I Valtenesi si ricordano le Ciocche di marzo, grida che a Polpenazze, sulla fine dell'inverno, anticipano il rinnovamento del ciclo stagionale con un rituale burlesco-amoroso. I giovani del paese, divisi in due gruppi, muniti di grandi barattoli di latta, coperchi, tamburi, tutti strumenti atti a far baccano, si dirigono sui colli San Pietro e Ancona, collocandosi in linea retta, con il paese al centro, in modo da far udire le grida nelle contrade.
La burla riguarda le ragazze da marito che in tale sera, pur fingendo indifferenza, ascoltano con apprensione i nomi degli accoppiamenti.
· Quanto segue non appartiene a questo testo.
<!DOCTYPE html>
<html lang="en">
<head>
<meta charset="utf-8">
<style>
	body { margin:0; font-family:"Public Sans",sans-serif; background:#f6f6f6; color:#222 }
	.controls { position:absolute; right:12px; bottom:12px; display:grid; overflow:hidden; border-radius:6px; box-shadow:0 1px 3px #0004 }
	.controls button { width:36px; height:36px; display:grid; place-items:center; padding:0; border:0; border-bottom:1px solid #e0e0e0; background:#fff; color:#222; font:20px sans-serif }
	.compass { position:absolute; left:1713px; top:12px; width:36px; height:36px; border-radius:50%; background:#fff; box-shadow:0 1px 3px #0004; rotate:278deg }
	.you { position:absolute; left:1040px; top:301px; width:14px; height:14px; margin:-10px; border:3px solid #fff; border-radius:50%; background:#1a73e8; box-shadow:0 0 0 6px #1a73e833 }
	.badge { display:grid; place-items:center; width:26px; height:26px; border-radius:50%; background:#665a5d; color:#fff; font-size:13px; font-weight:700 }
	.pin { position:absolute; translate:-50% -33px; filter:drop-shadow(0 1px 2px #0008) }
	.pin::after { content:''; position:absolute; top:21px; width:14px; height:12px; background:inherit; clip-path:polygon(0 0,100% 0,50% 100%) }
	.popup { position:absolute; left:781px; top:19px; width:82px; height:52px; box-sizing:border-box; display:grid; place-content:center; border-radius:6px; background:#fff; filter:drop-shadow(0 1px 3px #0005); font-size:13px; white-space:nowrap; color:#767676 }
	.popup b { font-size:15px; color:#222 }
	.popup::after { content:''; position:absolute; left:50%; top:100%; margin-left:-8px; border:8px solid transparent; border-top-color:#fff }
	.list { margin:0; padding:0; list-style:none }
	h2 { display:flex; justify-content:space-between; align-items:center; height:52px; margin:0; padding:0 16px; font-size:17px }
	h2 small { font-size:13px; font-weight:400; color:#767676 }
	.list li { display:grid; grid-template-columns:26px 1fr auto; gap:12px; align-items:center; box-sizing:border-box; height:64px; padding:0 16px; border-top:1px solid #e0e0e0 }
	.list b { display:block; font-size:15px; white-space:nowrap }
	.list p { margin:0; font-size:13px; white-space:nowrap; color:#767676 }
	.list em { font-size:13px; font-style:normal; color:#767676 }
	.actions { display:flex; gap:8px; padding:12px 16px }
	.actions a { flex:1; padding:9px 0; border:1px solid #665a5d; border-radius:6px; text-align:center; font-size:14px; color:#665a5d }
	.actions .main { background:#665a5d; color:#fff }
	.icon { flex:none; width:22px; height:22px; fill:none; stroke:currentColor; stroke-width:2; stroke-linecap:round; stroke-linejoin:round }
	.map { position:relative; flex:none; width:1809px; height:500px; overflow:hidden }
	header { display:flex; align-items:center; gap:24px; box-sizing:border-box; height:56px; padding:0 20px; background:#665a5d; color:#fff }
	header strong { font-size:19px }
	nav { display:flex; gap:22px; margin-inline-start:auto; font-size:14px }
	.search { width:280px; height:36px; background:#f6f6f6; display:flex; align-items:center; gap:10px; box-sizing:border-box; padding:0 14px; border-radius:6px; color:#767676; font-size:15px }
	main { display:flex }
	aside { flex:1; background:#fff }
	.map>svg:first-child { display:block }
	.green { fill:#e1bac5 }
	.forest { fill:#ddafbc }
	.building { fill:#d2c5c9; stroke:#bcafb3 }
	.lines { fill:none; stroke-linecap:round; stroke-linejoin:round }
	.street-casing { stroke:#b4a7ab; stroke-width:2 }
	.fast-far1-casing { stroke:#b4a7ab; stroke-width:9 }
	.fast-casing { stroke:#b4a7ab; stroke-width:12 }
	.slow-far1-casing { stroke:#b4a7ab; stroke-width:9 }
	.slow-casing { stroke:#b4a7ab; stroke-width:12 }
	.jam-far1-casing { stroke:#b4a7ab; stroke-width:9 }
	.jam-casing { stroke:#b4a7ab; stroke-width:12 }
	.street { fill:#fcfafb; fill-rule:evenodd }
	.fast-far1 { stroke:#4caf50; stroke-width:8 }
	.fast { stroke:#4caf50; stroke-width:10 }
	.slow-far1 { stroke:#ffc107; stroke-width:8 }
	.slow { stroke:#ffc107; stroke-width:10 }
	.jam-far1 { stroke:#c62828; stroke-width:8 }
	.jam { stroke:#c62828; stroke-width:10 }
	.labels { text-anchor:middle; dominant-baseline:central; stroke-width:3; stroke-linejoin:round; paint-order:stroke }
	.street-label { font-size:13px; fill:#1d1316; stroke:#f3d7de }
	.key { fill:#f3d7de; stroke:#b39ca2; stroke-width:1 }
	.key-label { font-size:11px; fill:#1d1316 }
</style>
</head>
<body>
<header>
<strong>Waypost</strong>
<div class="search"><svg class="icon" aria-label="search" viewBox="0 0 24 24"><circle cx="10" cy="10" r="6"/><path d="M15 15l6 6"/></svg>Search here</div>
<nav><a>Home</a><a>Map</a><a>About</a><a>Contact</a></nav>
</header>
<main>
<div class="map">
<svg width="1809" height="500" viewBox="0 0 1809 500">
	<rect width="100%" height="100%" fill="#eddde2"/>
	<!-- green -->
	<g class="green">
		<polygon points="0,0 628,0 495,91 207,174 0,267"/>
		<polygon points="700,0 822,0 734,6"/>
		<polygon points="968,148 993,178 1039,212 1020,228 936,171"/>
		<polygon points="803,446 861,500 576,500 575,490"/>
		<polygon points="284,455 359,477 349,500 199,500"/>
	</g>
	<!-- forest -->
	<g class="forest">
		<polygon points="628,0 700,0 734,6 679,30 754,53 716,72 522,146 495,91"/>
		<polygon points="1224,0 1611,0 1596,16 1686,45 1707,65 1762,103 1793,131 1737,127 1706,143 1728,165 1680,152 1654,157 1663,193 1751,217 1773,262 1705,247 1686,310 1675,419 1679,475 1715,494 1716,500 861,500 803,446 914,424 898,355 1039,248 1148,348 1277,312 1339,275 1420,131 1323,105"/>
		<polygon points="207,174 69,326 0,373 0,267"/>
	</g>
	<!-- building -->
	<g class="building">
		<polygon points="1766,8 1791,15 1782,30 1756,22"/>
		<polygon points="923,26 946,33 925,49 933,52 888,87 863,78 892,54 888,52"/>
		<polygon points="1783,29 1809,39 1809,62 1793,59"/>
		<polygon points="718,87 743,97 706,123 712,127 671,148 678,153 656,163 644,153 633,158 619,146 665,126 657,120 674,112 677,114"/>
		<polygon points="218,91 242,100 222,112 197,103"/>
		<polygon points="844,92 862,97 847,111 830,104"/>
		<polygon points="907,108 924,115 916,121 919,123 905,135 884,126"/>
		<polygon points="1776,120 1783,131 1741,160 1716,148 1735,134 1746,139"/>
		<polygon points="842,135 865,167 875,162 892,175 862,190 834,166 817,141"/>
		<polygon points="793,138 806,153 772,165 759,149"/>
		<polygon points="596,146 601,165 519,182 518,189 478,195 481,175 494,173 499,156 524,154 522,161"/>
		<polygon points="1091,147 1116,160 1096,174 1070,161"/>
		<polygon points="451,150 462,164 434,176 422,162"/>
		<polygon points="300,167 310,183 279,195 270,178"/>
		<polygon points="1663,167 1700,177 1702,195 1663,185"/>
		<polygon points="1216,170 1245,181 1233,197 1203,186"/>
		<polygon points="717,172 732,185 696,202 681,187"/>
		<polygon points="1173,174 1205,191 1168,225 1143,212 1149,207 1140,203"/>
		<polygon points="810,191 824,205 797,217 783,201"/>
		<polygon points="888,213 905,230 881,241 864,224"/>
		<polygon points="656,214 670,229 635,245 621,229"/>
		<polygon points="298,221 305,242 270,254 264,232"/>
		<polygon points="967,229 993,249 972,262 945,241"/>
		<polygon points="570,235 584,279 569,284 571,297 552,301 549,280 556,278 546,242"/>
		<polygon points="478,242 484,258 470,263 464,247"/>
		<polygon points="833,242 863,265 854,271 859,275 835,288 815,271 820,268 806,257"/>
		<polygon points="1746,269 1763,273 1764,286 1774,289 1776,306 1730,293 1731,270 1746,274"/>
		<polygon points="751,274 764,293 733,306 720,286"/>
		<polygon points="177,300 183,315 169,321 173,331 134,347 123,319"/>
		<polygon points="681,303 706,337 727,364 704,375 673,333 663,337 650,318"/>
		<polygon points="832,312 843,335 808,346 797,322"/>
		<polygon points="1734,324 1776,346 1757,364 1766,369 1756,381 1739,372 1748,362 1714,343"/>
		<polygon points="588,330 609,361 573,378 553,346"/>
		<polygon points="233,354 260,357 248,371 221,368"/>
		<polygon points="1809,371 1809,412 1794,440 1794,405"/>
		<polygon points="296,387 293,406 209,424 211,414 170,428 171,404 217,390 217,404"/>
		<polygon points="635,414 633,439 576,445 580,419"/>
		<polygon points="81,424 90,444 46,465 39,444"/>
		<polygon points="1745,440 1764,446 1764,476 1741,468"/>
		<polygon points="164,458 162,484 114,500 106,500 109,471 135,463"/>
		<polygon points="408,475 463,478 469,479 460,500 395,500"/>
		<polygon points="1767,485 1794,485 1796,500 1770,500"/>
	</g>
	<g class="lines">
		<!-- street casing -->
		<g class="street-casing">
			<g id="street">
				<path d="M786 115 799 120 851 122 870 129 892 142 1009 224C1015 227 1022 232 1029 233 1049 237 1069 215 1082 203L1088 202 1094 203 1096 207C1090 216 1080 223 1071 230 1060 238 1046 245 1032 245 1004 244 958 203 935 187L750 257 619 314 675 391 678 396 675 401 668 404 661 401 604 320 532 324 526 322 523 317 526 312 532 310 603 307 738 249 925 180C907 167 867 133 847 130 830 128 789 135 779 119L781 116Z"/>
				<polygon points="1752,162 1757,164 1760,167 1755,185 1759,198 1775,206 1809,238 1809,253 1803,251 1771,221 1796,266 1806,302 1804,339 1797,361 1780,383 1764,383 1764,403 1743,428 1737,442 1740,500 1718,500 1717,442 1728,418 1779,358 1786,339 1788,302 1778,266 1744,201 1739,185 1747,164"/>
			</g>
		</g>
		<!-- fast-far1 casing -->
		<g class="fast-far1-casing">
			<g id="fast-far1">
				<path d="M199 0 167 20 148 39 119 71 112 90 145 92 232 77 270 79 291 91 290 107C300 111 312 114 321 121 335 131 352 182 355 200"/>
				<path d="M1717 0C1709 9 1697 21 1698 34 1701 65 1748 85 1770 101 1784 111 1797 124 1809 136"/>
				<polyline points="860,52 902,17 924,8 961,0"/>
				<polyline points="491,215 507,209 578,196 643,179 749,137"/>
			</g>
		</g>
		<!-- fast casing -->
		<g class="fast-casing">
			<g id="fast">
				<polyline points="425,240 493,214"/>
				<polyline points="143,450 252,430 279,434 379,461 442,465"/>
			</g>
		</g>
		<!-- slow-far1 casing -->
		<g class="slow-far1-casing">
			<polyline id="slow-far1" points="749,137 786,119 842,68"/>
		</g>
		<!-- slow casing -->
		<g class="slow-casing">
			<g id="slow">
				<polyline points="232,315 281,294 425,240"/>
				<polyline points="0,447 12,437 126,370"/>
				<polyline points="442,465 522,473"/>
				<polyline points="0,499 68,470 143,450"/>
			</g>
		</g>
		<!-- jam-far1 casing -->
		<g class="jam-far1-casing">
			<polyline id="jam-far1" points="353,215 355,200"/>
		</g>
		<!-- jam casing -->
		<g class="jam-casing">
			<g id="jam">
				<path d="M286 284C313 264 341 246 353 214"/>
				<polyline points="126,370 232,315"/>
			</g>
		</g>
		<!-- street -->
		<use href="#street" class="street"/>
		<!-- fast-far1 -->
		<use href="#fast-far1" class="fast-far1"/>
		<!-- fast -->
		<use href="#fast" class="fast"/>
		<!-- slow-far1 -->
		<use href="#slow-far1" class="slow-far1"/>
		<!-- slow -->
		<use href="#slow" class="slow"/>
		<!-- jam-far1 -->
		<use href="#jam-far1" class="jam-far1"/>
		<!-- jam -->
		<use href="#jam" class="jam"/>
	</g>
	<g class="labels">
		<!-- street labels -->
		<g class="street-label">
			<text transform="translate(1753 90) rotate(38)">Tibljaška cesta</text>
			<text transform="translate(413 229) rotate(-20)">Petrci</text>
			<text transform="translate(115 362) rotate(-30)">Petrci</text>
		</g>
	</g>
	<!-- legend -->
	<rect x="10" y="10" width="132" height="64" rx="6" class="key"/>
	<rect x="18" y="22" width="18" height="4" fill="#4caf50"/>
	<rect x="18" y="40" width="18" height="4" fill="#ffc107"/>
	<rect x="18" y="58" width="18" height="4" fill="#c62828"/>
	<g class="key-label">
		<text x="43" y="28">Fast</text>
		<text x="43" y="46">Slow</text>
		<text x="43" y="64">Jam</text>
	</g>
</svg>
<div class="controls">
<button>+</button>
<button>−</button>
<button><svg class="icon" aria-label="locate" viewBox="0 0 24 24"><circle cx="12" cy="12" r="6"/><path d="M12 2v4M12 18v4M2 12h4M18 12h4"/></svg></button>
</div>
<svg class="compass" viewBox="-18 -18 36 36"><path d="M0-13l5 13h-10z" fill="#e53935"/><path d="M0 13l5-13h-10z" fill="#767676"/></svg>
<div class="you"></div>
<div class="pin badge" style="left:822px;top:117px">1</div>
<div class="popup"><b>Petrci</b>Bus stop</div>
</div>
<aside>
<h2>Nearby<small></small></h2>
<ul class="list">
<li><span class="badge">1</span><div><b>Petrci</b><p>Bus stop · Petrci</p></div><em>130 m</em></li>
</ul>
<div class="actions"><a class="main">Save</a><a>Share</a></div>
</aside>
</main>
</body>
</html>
Il primo gruppo di giovani, dopo un gran frastuono, leva il grido: Batte Marzo su questa terra; l'altro risponde: Si marita Rosina Bella; Chi prende?, viene replicato. Se la giovane è di poche pretese, magari fidanzata con uno del gruppo, è fatto il nome del fidanzato e dalla parte opposta si leva il grido: Diamoglielo, diamoglielo! Ma se la ragazza non è nelle grazie degli annunciatori di primavera, lo scherzo si fa pesante: le si attribuiscono scapoli e vedovi, rispondendo: Non lo vuole, e così fino a quando non si fa il nome dello scemo del borgo o di qualcuno con palesi difetti fisici. Allora, preceduto dal rumoreggiamento generale e dalle ravvivate fiamme dei falò, si alza un urlo: Diamoglielo, diamoglielo!
Da Attilio Mazza, Calendario Bresciano. I santi, le feste, le tradizioni, i proverbi, la gastronomia. Gussago (BS), Vannini Editrice, 1997, p. 56.